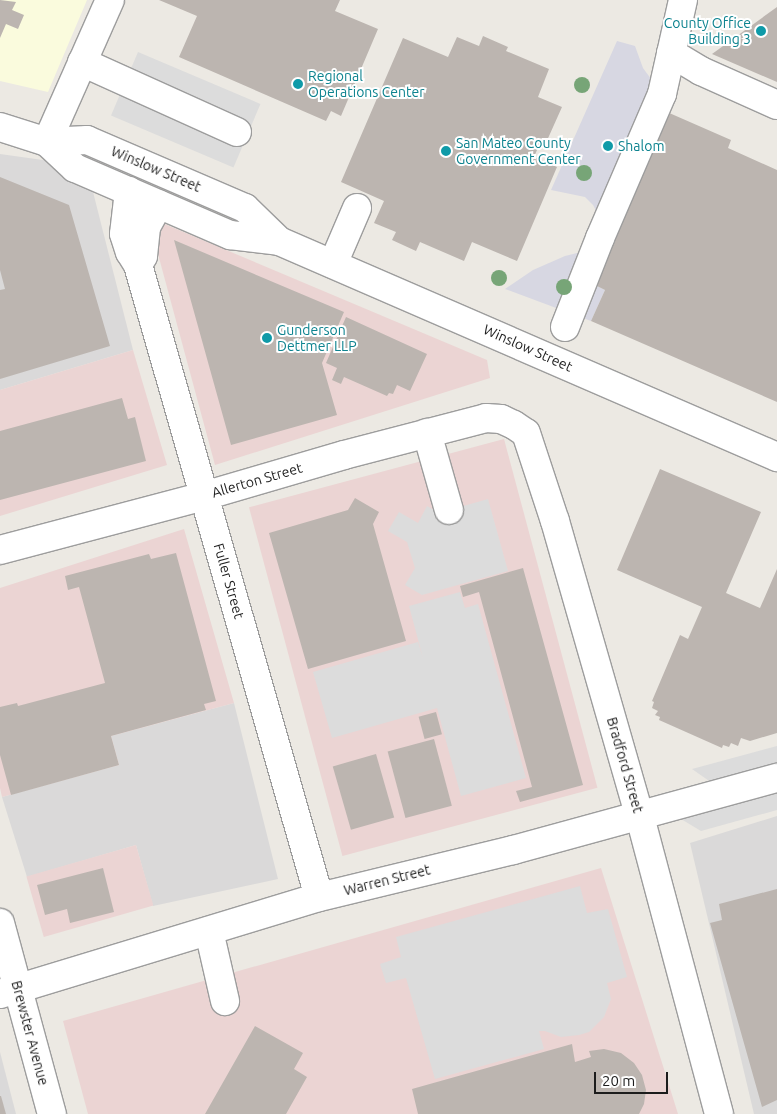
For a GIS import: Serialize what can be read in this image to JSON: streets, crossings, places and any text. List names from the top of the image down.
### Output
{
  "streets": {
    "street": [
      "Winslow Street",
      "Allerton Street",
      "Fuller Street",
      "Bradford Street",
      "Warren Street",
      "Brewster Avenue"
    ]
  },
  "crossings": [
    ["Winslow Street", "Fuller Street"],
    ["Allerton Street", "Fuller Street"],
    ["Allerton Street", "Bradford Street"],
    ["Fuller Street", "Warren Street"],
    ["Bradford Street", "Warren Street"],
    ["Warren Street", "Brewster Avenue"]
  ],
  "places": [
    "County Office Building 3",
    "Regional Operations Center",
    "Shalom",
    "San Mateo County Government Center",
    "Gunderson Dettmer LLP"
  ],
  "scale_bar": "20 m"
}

---

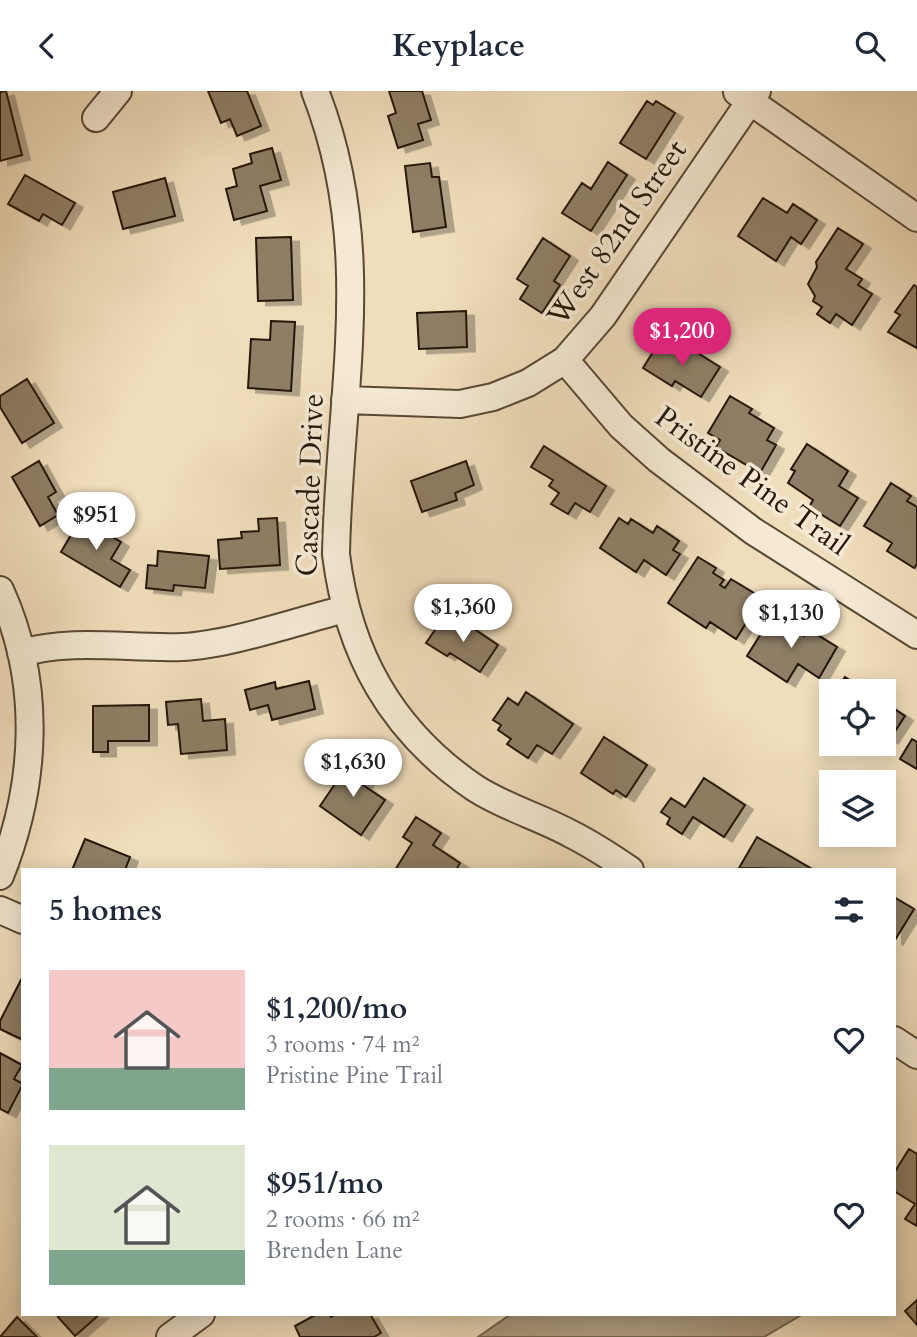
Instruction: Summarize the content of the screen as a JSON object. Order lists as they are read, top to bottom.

--

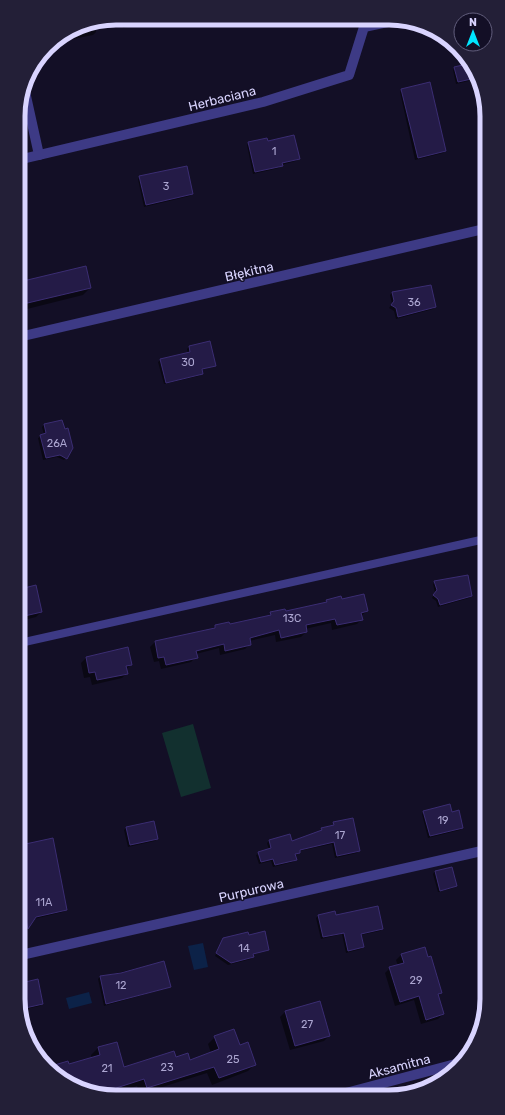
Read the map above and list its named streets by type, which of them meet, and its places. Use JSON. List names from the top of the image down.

# TASK TO COMPLETE
Please find every line in the listing that holds the string "down" and copy it.

# TASK SOLUTION
For a GIS import: Serialize what can be read in this image to JSON: streets, crossings, places and any text. List names from the top of the image down.
Read the map above and list its named streets by type, which of them meet, and its places. Use JSON. List names from the top of the image down.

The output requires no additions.